Despite losing ground against the yen, the greenback held most of its gains against a basket of currencies after its jump of more than 1 percent on Friday. Japan's Nikkei <.N225> closed up 1.1 percent, tracking Friday's Wall Street gains.

U.S. crude fell 31 cents to $70.62 a barrel by 2:54 a.m. EDT, retracing earlier losses. London Brent crude fell 29 cents to $73.30 a barrel.

Prices rose more than 2 percent last week amid generally upbeat earnings and economic indicators that raised hopes of higher fuel demand, touching a five-week high on Friday. But they closed the day down more than $1, the biggest decline since July 29, after the dollar's unexpected surge on positive jobs data.

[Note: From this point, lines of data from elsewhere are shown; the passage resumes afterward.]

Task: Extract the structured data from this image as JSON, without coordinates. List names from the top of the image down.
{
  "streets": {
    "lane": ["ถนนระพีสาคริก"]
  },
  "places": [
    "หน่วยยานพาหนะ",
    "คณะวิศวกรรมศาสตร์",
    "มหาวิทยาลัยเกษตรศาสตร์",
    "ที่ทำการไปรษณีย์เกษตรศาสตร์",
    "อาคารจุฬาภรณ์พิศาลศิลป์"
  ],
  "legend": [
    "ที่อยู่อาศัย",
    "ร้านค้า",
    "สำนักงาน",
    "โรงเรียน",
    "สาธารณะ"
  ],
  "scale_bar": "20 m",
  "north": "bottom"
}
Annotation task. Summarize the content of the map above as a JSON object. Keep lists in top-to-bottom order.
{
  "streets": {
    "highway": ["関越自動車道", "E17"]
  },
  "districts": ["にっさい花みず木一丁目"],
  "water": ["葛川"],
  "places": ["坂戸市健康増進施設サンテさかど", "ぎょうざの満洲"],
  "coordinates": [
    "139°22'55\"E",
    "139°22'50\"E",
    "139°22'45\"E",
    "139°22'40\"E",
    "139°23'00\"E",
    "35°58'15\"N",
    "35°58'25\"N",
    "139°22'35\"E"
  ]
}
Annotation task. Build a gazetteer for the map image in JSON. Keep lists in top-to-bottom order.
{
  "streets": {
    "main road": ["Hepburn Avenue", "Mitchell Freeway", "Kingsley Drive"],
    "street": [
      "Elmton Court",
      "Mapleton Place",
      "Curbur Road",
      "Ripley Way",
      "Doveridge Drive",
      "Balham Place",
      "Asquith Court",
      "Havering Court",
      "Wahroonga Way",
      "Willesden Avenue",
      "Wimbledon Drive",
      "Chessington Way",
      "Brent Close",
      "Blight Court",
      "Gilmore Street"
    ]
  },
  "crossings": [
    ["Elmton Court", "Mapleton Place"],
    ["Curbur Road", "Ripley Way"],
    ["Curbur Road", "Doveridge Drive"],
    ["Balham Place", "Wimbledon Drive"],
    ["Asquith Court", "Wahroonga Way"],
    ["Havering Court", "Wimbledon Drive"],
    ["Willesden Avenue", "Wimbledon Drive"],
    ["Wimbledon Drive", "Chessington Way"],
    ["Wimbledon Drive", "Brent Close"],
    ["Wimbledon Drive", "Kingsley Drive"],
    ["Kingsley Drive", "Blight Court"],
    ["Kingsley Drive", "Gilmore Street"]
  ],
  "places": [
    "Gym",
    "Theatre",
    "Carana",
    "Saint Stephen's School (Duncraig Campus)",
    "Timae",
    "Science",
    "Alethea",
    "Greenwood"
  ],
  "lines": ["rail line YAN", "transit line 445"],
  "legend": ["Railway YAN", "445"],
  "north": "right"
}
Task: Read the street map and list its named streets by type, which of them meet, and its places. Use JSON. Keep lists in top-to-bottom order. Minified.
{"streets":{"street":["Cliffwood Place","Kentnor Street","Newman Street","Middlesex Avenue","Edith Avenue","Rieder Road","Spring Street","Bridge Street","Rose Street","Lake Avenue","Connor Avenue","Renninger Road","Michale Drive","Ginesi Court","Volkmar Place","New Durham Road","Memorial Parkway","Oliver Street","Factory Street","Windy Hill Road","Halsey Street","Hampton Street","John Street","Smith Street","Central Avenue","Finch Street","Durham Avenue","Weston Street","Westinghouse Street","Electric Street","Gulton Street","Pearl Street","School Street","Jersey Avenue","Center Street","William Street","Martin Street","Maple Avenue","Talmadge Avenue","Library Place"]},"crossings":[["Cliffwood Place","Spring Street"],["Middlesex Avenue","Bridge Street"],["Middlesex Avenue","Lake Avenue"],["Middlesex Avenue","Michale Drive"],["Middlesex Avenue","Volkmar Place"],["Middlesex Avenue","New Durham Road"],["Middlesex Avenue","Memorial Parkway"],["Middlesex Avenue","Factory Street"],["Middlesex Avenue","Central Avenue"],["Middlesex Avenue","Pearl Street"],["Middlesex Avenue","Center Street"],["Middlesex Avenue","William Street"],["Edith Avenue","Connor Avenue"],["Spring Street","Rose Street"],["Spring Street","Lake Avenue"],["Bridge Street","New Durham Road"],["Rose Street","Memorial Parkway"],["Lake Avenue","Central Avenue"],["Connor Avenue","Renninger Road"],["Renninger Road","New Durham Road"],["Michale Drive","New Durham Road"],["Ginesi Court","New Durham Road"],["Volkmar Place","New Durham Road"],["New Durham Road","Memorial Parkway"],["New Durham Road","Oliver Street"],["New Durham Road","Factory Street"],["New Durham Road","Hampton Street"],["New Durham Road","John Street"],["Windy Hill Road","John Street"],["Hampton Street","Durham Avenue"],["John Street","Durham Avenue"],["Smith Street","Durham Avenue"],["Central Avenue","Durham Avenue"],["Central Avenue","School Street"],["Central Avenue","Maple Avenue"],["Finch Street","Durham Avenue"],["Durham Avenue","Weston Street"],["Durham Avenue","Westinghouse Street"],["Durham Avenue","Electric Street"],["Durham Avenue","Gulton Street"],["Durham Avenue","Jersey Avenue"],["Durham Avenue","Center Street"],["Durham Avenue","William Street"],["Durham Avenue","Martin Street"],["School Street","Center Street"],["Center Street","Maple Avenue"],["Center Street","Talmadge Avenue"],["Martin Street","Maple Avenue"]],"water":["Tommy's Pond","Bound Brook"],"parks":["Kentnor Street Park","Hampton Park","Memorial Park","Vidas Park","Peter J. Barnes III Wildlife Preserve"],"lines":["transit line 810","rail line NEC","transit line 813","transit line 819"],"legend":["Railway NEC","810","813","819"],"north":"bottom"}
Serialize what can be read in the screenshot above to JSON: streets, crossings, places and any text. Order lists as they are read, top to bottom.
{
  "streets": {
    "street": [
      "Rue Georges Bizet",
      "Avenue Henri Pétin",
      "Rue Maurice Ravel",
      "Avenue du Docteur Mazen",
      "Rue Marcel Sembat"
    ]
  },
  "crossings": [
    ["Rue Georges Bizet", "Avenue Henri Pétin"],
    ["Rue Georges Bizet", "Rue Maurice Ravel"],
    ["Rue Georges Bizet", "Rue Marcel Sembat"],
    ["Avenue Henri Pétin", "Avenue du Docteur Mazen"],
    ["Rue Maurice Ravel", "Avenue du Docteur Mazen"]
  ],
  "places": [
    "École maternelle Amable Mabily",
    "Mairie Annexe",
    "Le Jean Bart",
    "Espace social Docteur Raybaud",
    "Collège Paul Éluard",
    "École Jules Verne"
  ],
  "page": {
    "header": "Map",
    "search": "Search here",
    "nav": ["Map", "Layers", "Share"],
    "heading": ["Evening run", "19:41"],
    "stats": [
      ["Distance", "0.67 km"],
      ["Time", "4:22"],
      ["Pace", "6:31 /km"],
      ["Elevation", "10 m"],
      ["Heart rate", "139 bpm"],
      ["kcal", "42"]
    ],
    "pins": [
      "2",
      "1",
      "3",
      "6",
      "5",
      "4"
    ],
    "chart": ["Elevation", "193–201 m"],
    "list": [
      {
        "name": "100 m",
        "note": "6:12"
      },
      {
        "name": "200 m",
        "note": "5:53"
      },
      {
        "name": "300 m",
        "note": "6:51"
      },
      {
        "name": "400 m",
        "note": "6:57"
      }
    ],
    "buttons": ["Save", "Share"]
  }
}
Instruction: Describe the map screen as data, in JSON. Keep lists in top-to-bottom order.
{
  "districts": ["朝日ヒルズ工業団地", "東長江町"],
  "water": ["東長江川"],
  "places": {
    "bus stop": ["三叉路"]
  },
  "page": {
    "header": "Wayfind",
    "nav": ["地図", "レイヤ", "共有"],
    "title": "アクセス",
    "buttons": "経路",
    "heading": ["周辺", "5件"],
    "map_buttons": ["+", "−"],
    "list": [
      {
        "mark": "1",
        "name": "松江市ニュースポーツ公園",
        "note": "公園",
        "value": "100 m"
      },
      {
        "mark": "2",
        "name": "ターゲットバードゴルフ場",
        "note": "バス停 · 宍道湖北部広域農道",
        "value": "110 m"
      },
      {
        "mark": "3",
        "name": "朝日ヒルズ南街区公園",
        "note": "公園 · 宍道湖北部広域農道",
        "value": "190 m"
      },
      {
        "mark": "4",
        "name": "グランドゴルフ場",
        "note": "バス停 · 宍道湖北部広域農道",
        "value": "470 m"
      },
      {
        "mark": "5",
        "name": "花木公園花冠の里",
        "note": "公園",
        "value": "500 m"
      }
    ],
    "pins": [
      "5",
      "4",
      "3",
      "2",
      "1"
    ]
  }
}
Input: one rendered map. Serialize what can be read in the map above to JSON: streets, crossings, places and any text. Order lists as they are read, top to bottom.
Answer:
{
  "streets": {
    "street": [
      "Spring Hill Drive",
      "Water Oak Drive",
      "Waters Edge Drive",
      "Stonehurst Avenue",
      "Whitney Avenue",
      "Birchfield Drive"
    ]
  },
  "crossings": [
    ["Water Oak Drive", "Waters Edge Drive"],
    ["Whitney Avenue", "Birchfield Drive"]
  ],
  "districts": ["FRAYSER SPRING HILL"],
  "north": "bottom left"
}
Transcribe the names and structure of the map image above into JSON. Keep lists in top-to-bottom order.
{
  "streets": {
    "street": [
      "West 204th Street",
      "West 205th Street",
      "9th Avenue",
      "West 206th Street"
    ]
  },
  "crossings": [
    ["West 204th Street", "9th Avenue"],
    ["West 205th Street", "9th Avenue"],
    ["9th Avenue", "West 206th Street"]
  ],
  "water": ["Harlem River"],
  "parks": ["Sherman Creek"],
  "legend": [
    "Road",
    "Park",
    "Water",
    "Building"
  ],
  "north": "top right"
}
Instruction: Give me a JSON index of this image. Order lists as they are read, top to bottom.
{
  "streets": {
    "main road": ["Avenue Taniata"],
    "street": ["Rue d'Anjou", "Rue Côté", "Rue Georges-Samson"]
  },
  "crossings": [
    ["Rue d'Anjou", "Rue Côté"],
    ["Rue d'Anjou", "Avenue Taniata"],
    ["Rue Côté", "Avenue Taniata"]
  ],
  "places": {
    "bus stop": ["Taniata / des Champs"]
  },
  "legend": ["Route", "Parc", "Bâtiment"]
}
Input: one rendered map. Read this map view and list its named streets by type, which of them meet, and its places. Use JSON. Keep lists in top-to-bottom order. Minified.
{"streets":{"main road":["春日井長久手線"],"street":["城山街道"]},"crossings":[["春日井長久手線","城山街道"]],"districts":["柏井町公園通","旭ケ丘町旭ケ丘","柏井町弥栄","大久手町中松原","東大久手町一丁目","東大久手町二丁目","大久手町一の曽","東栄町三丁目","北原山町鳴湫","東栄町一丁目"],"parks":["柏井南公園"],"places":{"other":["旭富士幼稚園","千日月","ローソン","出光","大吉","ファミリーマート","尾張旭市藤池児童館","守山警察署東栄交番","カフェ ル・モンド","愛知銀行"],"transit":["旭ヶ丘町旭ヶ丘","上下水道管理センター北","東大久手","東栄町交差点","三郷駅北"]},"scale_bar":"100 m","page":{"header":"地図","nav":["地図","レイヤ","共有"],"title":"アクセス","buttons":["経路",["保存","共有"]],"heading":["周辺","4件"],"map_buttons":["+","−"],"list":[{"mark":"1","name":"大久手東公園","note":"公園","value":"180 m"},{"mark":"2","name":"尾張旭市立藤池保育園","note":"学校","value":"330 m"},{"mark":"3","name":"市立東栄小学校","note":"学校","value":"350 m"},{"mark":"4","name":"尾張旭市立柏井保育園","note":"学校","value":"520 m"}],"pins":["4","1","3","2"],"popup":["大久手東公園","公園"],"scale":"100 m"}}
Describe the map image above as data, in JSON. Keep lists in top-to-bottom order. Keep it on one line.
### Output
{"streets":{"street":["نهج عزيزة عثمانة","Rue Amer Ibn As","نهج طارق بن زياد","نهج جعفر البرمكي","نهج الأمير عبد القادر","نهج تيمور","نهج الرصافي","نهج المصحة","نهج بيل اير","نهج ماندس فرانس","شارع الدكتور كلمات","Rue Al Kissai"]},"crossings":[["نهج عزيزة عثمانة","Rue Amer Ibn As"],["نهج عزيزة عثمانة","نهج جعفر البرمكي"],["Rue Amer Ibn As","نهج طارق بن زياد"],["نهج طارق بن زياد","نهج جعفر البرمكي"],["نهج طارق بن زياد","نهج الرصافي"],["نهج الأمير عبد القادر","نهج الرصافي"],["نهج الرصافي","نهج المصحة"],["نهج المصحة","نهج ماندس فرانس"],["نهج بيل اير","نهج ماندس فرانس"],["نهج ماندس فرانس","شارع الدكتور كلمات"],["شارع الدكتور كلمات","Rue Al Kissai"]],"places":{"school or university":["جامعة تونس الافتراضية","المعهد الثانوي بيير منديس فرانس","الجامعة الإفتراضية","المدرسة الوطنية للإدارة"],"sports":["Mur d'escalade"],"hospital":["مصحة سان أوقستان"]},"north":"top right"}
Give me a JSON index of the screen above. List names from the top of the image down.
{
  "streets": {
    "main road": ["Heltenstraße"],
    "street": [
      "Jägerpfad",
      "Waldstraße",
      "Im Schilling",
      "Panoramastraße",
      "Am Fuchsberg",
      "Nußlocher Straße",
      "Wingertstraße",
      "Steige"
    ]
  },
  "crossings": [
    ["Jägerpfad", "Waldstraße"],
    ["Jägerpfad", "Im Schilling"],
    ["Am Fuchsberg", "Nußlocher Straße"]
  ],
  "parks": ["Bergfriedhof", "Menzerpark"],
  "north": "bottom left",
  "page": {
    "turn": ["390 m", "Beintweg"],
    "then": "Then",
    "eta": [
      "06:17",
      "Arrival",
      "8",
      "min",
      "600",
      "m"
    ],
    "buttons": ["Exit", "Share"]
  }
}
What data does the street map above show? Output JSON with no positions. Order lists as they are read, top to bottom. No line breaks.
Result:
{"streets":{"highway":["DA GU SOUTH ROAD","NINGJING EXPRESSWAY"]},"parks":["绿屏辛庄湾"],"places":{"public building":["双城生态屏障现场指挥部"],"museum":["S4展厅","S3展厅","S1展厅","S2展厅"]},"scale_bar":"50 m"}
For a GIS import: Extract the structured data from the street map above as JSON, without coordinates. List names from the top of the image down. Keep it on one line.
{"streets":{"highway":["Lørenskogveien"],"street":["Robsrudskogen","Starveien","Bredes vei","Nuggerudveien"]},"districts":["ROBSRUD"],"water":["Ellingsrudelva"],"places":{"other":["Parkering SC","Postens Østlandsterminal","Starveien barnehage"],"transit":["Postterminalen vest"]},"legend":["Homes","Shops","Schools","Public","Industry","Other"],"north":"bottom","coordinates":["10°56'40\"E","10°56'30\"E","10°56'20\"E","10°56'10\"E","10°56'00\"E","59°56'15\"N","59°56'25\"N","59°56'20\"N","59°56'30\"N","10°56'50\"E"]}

U.S. employers cut 247,000 jobs in July, far fewer than expected and the least in any month since last August, according to a government report.

The U.S. payrolls data would have been supportive for crude, but investors are now focusing on the strength in the U.S. dollar, said David Moore, a commodities analyst at the Commonwealth Bank of Australia.

While we'll probably see another bunch of positive Chinese data over the next few days, the story remains that oil supplies are quite ample at the moment and that could be a key downside risk for oil prices in the near-term.

The dollar lost ground to the yen on Monday as Japanese exporters and short-term speculators took advantage of its jump the previous session on U.S. jobs data. The U.S. dollar index <.DXY> dipped 0.2 percent.

Oil prices are not bad at current levels for the Organization of Petroleum Exporting Countries (OPEC), the head of the group said on Sunday, reinforcing expectations that the cartel was unlikely to cut output at a meeting next month.


With little in the way of fresh data due on Monday, traders will be focusing this week on Tuesday's raft of Chinese oil import and production figures, which could show a new record high for crude imports as refiners ramp up, as well as global oil demand revisions from the three main official energy bodies.

U.S. crude oil inventories could also extend their recent rise as refiners shut for maintenance, some analysts warned.

More gains in U.S. stocks -- particularly in the mid-continent area -- may keep pressure on the unusually wide premium on the European Brent crude oil contract over the U.S. grade, which has hovered around minus $3 since late July, the widest since two unprecedented declines in January and February.

But other analysts saw the trend reversing soon. The spread dipped about 11 cents to -$2.73 a barrel on Monday.

We believe the dislocation between WTI and Brent that has been driven by a rapid build in Cushing is not sustainable as we expect rising runs and a shut arb to correct the imbalances, Goldman Sachs said in a report. We expect refinery runs to pick up in the coming weeks owing to improved....margins and to unplanned outages in refineries in the area coming to an end.

The number of crude oil speculators betting on further gains in New York Mercantile Exchange crude oil prices jumped in the week to August 4, with net length rising from under 5,000 lots to over 34,000 lots, regulatory data showed.